This task calls for copying each line below that contains "gradient".

▶ _Information given_
● ● ● ● ● ● ●

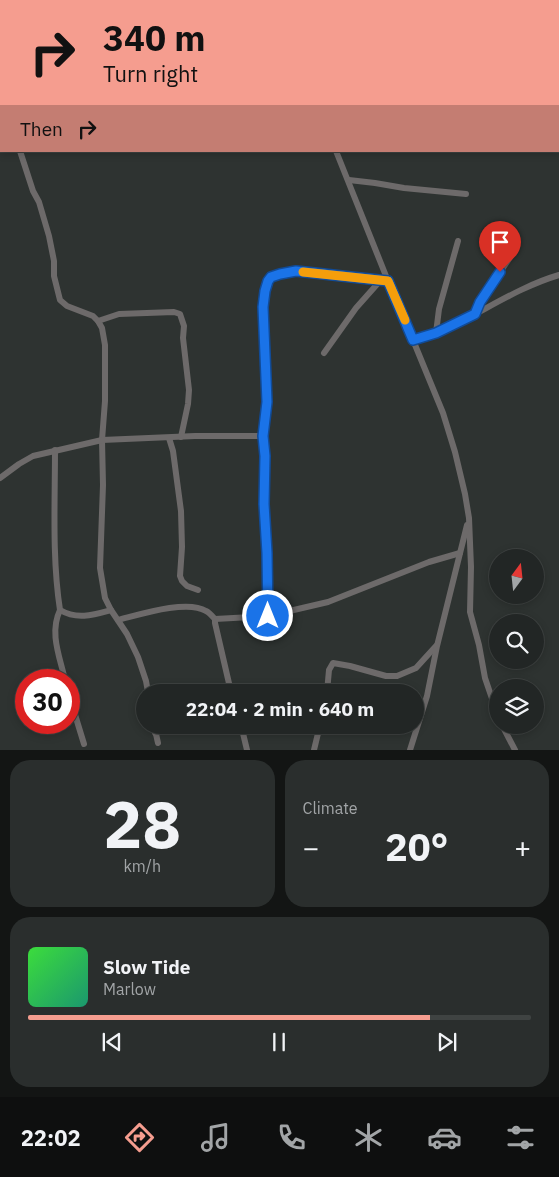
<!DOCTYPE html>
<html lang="en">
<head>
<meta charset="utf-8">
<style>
  :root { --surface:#222625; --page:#2a2e2d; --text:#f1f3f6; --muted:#a2a5a7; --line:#3f4342; --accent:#f59d8f }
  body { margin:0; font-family:"IBM Plex Sans",sans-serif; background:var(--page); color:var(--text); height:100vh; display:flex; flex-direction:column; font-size:19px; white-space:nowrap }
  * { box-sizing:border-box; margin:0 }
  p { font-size:16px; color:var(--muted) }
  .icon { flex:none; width:28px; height:28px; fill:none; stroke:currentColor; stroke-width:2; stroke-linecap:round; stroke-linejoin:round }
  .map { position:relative; height:750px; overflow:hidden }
  .details { display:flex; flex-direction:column; gap:10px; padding:10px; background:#131514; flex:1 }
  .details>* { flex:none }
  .hud { position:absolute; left:0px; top:0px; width:560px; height:152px; box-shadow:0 2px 8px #0003,0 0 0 1px var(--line); background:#f59d8f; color:#111; overflow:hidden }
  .needle { width:32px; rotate:15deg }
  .buttons { position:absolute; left:489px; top:549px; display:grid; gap:10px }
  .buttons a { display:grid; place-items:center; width:55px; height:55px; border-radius:50%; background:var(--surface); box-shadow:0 2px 8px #0003,0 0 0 1px var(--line); font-size:25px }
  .speed { position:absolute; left:15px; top:669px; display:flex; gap:10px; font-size:25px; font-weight:700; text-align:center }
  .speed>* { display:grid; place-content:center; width:65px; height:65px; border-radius:50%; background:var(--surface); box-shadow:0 2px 8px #0003,0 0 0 1px var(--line); line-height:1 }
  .speed .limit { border:8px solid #d22; background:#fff; color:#111 }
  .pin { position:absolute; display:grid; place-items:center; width:42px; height:42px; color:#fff; margin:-51px -21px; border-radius:50% 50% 50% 0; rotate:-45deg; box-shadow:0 0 5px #0007 }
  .pin .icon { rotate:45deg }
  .me { position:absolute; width:55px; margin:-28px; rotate:0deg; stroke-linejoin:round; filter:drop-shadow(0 0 4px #0008) }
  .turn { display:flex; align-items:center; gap:18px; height:105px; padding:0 20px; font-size:22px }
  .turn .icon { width:65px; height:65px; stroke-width:2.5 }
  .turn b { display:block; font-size:35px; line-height:42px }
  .then { display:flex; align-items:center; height:48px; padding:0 20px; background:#0003; gap:10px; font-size:19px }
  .big { font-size:38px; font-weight:700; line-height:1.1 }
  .details .tile { flex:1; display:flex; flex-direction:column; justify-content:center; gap:8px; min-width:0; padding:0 18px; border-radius:20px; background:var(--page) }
  .details .dial { align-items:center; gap:0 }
  .dial b { font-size:65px; line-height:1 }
  .song { display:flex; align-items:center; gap:15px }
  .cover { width:60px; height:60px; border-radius:8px; background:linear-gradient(135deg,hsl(120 70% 55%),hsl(160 70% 35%)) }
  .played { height:5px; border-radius:2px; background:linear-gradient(90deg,var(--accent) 80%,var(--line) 80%) }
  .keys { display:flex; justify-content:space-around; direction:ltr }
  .heat { display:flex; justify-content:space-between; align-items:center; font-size:28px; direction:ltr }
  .details .tiles { flex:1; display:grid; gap:10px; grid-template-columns:1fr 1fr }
  .tile:last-child { grid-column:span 2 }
  .trip { position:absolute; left:136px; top:684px; width:288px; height:50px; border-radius:25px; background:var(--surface); box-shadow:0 2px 8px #0003,0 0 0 1px var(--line); font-weight:700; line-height:50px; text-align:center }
  .tabs { display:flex; height:80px; justify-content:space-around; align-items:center; background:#0e0f0f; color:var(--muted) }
  .tabs .icon { width:35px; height:35px }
  .tabs .active { color:var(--accent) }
  .tabs b { font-size:22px; color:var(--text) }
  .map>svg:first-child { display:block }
</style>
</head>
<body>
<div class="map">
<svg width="559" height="750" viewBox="0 0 559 750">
  <rect width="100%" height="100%" fill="#2e3331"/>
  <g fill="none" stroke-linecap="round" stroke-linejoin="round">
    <g stroke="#6d6a6a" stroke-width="3">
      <path d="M465 0 467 1"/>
      <path d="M503 1 504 0"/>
    </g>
    <g stroke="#6d6a6a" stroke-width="6">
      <path d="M55 0 56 1"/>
      <path d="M271 0 272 1"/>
      <path d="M0 58H1"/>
      <path d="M0 85 1 89"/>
      <path d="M20 151 33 191 39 202 49 236 54 261V276L60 300 67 306 93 316 98 321 102 328 105 345V401L102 440 103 485 100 568 105 598 111 610 127 634 138 657 146 681 148 692"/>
      <path d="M336 151 388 281 413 340 443 413 455 452 465 494 469 518 471 567 470 612 479 645 485 678 498 716"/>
      <path d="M349 180 375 183 404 188 466 194"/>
      <path d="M475 314 480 302 511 256"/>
      <path d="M98 321 119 314 174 312 180 314 184 326 183 338 189 390 188 404 181 437"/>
      <path d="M436 333 439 309 458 241"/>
      <path d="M413 340C431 334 447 328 464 320 495 304 525 285 559 275"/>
      <path d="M324 353 356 308 380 281"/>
      <path d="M169 438 173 451 181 511 182 547 180 576 182 581 187 586 198 590"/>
      <path d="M55 450C55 503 52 558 60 610 77 620 93 615 111 610"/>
      <path d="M0 478 19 464 33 456 102 440 195 436H263"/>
      <path d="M60 610C49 633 60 657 65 680"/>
      <path d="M268 616 267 553 264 504 265 456 263 436 267 402 263 307 265 291 268 281 271 277 280 274 296 271 388 281"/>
      <path d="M215 619 268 616 328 602 429 562 460 553"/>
      <path d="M118 620C138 615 187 599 206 611 210 613 213 617 215 619V623L231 692"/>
      <path d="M327 692 329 670 333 663 350 666 386 676H397L416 668 436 646"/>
      <path d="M69 695 84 744"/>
      <path d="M154 725 158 743"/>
      <path d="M241 725 247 750"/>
      <path d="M502 725 515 750"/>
      <path d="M155 733 184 725"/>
      <path d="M314 750 320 725"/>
      <path d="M410 750 427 696 437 646 467 525"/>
    </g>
  </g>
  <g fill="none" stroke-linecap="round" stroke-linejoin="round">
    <g stroke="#114b97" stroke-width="12">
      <path id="route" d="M268 616 267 553 264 504 265 456 263 436 267 402 263 307 265 291 268 281 271 277 280 274 296 271 388 281 413 340 436 333 475 314 480 302 500 272"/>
    </g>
    <use href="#route" stroke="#1a73e8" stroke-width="9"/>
    <path stroke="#f59e0b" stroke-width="9" d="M303 272 388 281 405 320"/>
  </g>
</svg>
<div class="buttons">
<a><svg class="needle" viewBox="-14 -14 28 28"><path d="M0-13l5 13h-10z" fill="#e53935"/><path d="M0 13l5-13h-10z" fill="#a2a5a7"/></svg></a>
<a><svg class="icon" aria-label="search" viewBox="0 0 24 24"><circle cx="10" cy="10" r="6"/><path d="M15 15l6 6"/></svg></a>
<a><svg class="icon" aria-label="layers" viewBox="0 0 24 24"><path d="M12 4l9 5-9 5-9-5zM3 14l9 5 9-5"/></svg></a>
</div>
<div class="speed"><div class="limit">30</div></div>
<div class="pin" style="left:500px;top:272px;background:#d93025"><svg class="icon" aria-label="arrive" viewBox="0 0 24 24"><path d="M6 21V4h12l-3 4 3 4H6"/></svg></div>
<svg class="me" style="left:268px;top:616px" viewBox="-20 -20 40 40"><circle r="17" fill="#1a73e8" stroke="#fff" stroke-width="3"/><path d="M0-11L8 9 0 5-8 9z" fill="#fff"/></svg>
<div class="trip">22:04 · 2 min · 640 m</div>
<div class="hud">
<div class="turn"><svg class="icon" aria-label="right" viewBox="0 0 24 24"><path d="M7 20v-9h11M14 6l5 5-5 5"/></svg><div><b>340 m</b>Turn right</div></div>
<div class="then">Then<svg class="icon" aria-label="right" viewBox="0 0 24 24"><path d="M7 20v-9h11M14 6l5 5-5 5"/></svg></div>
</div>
</div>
<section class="details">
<div class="tiles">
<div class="tile dial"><b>28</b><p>km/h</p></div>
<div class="tile"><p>Climate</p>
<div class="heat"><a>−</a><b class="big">20°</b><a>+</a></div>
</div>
<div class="tile">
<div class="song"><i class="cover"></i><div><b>Slow Tide</b><p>Marlow</p></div></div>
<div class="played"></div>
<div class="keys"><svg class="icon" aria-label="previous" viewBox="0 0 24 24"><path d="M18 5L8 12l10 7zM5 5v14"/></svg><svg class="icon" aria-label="pause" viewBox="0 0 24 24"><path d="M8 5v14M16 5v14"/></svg><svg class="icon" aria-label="next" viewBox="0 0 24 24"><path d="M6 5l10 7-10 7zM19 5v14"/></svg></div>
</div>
</div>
</section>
<nav class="tabs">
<b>22:02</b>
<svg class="icon active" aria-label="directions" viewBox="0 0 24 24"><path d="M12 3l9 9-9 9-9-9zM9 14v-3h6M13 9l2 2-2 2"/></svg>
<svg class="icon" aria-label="music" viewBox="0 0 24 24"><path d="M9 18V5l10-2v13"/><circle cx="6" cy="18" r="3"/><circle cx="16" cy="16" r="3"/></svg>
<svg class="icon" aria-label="phone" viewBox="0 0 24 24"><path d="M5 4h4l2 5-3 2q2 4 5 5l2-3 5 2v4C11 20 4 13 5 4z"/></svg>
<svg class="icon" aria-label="climate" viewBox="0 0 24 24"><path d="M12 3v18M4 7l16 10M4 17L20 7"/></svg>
<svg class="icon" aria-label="car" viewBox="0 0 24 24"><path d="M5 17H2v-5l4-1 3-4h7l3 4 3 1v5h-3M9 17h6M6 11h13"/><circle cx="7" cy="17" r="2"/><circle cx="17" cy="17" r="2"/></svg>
<svg class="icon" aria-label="filters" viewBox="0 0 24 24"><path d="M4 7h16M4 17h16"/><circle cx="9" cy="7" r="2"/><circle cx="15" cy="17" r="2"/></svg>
</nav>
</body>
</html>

● ● ● ● ● ● ●

▶ _Result of this exercise_
  .cover { width:60px; height:60px; border-radius:8px; background:linear-gradient(135deg,hsl(120 70% 55%),hsl(160 70% 35%)) }
  .played { height:5px; border-radius:2px; background:linear-gradient(90deg,var(--accent) 80%,var(--line) 80%) }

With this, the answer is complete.